» Work item
Every line below that has the string "stream" needs to be copied.
::: Data supplied
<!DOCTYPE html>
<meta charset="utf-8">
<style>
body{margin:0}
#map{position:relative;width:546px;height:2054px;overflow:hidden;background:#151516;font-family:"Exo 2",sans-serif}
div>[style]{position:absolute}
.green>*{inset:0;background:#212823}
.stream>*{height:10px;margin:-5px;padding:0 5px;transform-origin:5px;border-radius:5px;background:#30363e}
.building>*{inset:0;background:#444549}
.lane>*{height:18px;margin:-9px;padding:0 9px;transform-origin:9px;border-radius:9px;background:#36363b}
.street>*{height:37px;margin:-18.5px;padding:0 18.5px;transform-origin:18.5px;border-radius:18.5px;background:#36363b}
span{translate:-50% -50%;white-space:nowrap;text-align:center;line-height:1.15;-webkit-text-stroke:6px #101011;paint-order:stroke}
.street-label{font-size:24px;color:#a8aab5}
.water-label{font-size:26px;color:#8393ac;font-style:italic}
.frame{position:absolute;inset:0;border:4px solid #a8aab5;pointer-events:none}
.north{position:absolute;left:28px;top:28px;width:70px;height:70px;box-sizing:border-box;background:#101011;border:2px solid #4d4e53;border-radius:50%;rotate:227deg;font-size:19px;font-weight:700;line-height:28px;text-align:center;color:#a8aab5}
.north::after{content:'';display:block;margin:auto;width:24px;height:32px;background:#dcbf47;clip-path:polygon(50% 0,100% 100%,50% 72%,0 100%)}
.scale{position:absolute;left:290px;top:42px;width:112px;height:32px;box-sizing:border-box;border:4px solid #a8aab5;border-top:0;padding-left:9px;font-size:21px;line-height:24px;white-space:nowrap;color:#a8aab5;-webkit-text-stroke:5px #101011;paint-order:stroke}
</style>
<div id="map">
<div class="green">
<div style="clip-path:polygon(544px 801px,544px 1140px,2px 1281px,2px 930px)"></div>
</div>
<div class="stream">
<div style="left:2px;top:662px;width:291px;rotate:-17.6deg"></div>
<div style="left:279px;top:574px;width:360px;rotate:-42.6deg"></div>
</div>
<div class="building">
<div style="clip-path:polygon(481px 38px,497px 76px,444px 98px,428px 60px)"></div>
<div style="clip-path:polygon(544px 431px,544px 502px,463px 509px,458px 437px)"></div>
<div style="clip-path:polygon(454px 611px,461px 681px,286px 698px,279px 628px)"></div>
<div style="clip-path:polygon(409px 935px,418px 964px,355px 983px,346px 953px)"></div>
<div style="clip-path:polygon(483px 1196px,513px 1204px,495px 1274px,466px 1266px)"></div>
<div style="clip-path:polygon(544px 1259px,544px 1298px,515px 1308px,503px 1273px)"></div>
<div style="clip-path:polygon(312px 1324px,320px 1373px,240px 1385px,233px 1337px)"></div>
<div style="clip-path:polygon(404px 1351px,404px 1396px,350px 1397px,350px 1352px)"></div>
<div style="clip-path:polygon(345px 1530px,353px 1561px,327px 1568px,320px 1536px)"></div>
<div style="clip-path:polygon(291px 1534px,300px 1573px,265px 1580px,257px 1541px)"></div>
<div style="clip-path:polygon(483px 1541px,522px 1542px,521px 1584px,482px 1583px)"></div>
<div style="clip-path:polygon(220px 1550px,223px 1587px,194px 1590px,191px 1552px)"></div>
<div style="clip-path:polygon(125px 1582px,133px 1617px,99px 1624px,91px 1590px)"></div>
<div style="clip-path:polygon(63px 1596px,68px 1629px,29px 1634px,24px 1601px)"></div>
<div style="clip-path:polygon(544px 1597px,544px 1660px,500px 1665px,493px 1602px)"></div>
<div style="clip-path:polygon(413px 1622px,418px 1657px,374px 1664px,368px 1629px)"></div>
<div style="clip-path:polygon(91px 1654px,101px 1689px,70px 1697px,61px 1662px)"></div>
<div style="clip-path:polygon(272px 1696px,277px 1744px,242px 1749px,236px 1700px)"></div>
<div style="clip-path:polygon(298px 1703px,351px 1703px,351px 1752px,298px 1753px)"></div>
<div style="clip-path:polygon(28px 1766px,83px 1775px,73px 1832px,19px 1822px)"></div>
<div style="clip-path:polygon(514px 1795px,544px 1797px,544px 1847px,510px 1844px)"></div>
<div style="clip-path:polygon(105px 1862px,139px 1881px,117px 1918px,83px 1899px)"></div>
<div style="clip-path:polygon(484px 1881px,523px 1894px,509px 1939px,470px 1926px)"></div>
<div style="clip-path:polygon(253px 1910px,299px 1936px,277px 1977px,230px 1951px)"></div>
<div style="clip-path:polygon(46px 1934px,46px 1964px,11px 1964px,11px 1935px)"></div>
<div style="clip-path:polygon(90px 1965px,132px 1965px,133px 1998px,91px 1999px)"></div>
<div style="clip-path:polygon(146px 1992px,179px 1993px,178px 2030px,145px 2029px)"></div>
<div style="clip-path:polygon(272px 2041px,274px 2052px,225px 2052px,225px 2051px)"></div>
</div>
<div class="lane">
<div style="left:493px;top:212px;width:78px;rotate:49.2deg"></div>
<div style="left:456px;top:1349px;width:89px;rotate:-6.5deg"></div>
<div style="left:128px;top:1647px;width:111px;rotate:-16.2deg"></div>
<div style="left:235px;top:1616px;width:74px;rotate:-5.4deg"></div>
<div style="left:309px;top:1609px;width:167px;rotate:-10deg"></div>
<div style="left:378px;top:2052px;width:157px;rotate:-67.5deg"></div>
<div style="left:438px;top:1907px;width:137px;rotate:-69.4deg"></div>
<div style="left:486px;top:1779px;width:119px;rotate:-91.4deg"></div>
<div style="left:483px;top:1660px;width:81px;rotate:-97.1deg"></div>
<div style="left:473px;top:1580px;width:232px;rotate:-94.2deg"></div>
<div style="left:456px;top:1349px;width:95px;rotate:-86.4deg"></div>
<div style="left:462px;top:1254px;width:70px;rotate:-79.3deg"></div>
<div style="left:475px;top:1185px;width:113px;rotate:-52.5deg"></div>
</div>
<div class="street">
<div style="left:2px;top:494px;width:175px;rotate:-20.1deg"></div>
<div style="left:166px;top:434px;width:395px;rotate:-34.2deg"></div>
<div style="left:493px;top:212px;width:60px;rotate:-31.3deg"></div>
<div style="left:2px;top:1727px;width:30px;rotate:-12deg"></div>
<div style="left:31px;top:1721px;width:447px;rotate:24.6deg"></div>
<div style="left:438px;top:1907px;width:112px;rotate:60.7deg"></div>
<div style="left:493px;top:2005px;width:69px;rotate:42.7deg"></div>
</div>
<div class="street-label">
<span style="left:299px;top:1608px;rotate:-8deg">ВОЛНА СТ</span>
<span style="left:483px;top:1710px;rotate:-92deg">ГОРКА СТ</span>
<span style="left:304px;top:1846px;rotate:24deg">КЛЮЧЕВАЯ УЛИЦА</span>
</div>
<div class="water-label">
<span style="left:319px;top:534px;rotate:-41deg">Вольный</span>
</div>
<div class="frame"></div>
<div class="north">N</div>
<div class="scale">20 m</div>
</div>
::::::
» Solution
.stream>*{height:10px;margin:-5px;padding:0 5px;transform-origin:5px;border-radius:5px;background:#30363e}
<div class="stream">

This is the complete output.